:: Action item ::
The task requires restating, word for word, the lines of the entries below from the one containing "M681,374L846,385V435L678,424Z" through the final one, both included.

:: Stored items from a collection ::
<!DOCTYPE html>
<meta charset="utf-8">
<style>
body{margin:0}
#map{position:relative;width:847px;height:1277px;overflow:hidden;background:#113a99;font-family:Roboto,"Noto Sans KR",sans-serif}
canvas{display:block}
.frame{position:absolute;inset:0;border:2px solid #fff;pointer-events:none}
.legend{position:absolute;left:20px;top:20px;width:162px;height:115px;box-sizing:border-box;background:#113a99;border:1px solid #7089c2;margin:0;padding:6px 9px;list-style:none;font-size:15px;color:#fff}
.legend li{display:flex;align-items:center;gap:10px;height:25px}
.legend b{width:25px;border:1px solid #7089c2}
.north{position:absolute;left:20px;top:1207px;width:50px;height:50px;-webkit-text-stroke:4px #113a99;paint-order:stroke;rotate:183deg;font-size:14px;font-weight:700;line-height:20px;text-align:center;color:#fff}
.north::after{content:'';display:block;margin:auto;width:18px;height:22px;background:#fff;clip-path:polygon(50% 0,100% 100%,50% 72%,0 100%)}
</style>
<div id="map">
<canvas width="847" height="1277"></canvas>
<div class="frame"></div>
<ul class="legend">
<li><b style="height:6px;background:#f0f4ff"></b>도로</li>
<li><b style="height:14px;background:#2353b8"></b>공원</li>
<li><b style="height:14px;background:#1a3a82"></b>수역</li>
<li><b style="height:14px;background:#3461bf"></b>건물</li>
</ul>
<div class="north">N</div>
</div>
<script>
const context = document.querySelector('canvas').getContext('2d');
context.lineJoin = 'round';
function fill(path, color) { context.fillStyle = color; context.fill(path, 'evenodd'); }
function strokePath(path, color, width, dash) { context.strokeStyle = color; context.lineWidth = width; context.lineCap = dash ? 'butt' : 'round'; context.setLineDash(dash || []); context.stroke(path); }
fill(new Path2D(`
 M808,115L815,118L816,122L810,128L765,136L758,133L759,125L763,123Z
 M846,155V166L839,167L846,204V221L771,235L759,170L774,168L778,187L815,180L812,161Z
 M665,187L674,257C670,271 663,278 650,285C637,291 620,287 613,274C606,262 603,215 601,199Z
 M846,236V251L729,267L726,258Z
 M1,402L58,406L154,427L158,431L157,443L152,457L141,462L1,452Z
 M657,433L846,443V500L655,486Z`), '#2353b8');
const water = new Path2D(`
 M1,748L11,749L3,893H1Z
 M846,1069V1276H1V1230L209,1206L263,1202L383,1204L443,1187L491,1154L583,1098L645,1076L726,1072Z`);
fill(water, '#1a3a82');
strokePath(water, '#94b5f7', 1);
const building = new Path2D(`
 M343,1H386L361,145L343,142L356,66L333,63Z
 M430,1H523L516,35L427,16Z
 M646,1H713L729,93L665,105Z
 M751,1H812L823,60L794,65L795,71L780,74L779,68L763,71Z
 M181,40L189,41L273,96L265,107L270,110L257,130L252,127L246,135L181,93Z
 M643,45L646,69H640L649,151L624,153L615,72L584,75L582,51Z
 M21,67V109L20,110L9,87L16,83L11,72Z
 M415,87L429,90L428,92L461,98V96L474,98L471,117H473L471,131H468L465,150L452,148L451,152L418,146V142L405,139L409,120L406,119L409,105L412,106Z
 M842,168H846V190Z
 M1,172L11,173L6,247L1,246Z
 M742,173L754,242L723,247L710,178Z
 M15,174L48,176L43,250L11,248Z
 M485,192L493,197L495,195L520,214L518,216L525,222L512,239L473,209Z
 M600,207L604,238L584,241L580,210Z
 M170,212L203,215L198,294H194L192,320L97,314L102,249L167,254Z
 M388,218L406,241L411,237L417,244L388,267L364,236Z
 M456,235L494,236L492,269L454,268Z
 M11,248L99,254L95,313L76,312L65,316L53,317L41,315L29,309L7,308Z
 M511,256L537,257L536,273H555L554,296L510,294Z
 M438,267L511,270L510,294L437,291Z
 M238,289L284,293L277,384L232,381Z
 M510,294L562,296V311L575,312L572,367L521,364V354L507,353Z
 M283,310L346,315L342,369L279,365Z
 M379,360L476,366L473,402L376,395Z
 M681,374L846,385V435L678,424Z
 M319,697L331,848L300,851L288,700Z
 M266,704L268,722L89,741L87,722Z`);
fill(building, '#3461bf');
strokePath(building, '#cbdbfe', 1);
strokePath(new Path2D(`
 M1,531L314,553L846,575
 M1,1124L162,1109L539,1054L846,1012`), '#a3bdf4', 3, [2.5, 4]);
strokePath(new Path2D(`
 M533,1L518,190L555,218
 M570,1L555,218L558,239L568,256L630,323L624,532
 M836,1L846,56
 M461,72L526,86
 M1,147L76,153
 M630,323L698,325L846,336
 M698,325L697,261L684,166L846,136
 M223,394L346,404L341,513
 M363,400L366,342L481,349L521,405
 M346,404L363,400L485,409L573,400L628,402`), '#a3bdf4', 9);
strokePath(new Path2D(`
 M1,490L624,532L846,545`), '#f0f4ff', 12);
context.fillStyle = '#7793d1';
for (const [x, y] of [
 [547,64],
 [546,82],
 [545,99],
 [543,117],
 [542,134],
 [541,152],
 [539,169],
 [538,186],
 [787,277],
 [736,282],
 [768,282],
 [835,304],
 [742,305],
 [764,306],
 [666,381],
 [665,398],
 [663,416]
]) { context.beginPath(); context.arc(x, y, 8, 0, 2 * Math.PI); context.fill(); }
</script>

:: Solved exercise ::
 M681,374L846,385V435L678,424Z
 M319,697L331,848L300,851L288,700Z
 M266,704L268,722L89,741L87,722Z`);
fill(building, '#3461bf');
strokePath(building, '#cbdbfe', 1);
strokePath(new Path2D(`
 M1,531L314,553L846,575
 M1,1124L162,1109L539,1054L846,1012`), '#a3bdf4', 3, [2.5, 4]);
strokePath(new Path2D(`
 M533,1L518,190L555,218
 M570,1L555,218L558,239L568,256L630,323L624,532
 M836,1L846,56
 M461,72L526,86
 M1,147L76,153
 M630,323L698,325L846,336
 M698,325L697,261L684,166L846,136
 M223,394L346,404L341,513
 M363,400L366,342L481,349L521,405
 M346,404L363,400L485,409L573,400L628,402`), '#a3bdf4', 9);
strokePath(new Path2D(`
 M1,490L624,532L846,545`), '#f0f4ff', 12);
context.fillStyle = '#7793d1';
for (const [x, y] of [
 [547,64],
 [546,82],
 [545,99],
 [543,117],
 [542,134],
 [541,152],
 [539,169],
 [538,186],
 [787,277],
 [736,282],
 [768,282],
 [835,304],
 [742,305],
 [764,306],
 [666,381],
 [665,398],
 [663,416]
]) { context.beginPath(); context.arc(x, y, 8, 0, 2 * Math.PI); context.fill(); }
</script>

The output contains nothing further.